Each record that follows goes into your reply unchanged; the pictures do not.

Information Block Start

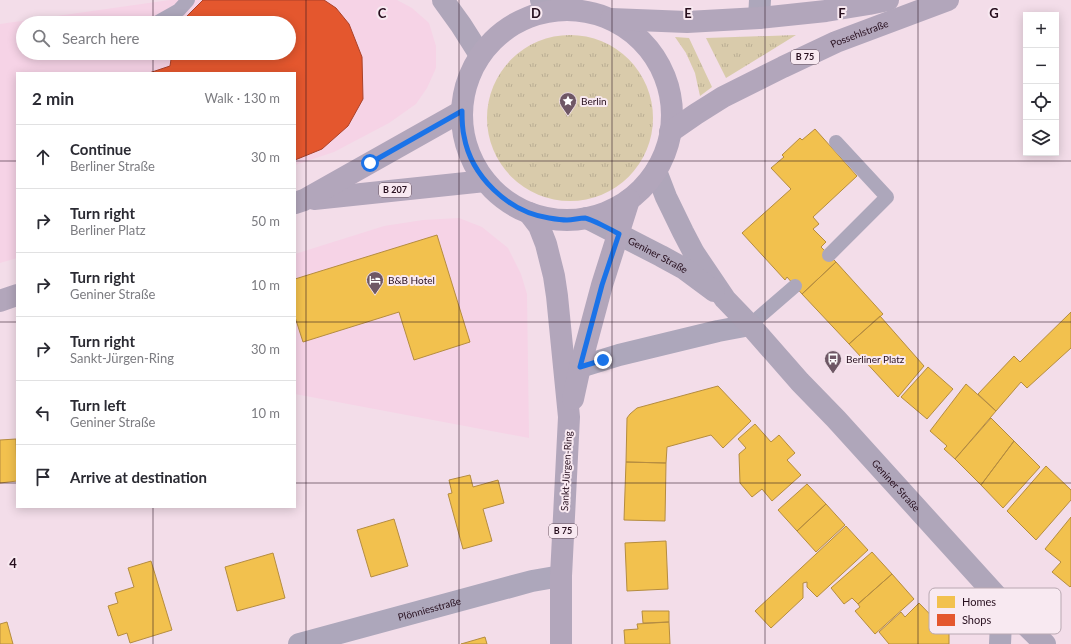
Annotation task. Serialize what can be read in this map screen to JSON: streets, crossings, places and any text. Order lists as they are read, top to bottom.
{
  "streets": {
    "main road": [
      "Possehlstraße",
      "B 75",
      "B 207",
      "Sankt-Jürgen-Ring"
    ],
    "street": ["Geniner Straße", "Plönniesstraße"]
  },
  "crossings": [
    ["Geniner Straße", "Sankt-Jürgen-Ring"],
    ["Sankt-Jürgen-Ring", "Plönniesstraße"]
  ],
  "places": {
    "place": ["Berlin"],
    "hotel": ["B&B Hotel"],
    "bus stop": ["Berliner Platz"]
  },
  "legend": ["Homes", "Shops"],
  "page": {
    "map_buttons": ["+", "−"],
    "search": "Search here",
    "heading": ["2 min", "Walk · 130 m"],
    "list": [
      ["Continue", "Berliner Straße", "30 m"],
      ["Turn right", "Berliner Platz", "50 m"],
      ["Turn right", "Geniner Straße", "10 m"],
      ["Turn right", "Sankt-Jürgen-Ring", "30 m"],
      ["Turn left", "Geniner Straße", "10 m"],
      "Arrive at destination"
    ]
  },
  "grid": {
    "columns": [
      "C",
      "D",
      "E",
      "F",
      "G"
    ],
    "rows": ["4"]
  }
}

Information Block End

■ Answer to this exercise:
Annotation task. Serialize what can be read in this map screen to JSON: streets, crossings, places and any text. Order lists as they are read, top to bottom.
{
  "streets": {
    "main road": [
      "Possehlstraße",
      "B 75",
      "B 207",
      "Sankt-Jürgen-Ring"
    ],
    "street": ["Geniner Straße", "Plönniesstraße"]
  },
  "crossings": [
    ["Geniner Straße", "Sankt-Jürgen-Ring"],
    ["Sankt-Jürgen-Ring", "Plönniesstraße"]
  ],
  "places": {
    "place": ["Berlin"],
    "hotel": ["B&B Hotel"],
    "bus stop": ["Berliner Platz"]
  },
  "legend": ["Homes", "Shops"],
  "page": {
    "map_buttons": ["+", "−"],
    "search": "Search here",
    "heading": ["2 min", "Walk · 130 m"],
    "list": [
      ["Continue", "Berliner Straße", "30 m"],
      ["Turn right", "Berliner Platz", "50 m"],
      ["Turn right", "Geniner Straße", "10 m"],
      ["Turn right", "Sankt-Jürgen-Ring", "30 m"],
      ["Turn left", "Geniner Straße", "10 m"],
      "Arrive at destination"
    ]
  },
  "grid": {
    "columns": [
      "C",
      "D",
      "E",
      "F",
      "G"
    ],
    "rows": ["4"]
  }
}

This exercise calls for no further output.